Performance of Redis vs Disk in caching application

This is an apples to oranges comparison.
See http://redis.io/topics/benchmarks

Redis is an efficient remote data store. Each time a command is executed on Redis, a message is sent to the Redis server, and if the client is synchronous, it blocks waiting for the reply. So beyond the cost of the command itself, you will pay for a network roundtrip or an IPC.

On modern hardware, network roundtrips or IPCs are suprisingly expensive compared to other operations. This is due to several factors:

  • the raw latency of the medium (mainly for network)
  • the latency of the operating system scheduler (not guaranteed on Linux/Unix)
  • memory cache misses are expensive, and the probability of cache misses increases while the client and server processes are scheduled in/out.
  • on high-end boxes, NUMA side effects

Now, let’s review the results.

Comparing the implementation using generators and the one using function calls, they do not generate the same number of roundtrips to Redis. With the generator you simply have:

    while time.time() - t - expiry < 0:
        yield r.get(fpKey)

So 1 roundtrip per iteration. With the function, you have:

if r.exists(fpKey):
    return r.get(fpKey)

So 2 roundtrips per iteration. No wonder the generator is faster.

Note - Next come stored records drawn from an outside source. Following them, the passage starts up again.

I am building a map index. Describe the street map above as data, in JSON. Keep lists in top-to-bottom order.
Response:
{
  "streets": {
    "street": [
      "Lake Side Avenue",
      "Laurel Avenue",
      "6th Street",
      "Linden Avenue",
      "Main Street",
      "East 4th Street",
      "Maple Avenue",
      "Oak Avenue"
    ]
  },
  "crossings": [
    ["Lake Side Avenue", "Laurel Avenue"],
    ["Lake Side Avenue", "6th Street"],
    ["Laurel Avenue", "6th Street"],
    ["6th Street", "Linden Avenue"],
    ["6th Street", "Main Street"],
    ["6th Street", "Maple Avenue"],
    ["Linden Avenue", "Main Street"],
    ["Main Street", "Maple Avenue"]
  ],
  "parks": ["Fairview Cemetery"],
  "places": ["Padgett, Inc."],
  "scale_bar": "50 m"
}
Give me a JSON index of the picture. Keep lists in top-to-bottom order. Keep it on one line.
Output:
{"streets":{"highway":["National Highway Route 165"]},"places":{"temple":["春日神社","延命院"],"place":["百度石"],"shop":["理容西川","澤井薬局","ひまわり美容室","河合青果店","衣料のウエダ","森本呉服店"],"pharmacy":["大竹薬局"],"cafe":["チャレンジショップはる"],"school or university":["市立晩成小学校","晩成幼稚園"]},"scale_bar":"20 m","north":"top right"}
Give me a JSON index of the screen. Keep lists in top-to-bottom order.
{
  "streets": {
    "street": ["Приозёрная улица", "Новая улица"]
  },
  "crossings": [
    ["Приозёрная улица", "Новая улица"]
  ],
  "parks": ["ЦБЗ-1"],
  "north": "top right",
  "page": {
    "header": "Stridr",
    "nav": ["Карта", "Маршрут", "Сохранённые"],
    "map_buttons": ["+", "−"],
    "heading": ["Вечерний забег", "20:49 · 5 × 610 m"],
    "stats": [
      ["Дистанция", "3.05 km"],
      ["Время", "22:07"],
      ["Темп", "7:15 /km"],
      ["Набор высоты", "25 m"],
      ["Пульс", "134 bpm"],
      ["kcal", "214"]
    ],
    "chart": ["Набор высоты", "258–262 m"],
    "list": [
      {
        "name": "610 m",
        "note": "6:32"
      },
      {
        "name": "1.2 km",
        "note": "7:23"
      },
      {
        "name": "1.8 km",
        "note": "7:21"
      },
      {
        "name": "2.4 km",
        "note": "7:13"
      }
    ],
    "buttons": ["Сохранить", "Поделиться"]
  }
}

Of course you are supposed to reuse the same Redis connection for optimal performance. There is no point to run a benchmark which systematically connects/disconnects.

Finally, regarding the performance difference between Redis calls and the file reads, you are simply comparing a local call to a remote one. File reads are cached by the OS filesystem, so they are fast memory transfer operations between the kernel and Python. There is no disk I/O involved here. With Redis, you have to pay for the cost of the roundtrips, so it is much slower.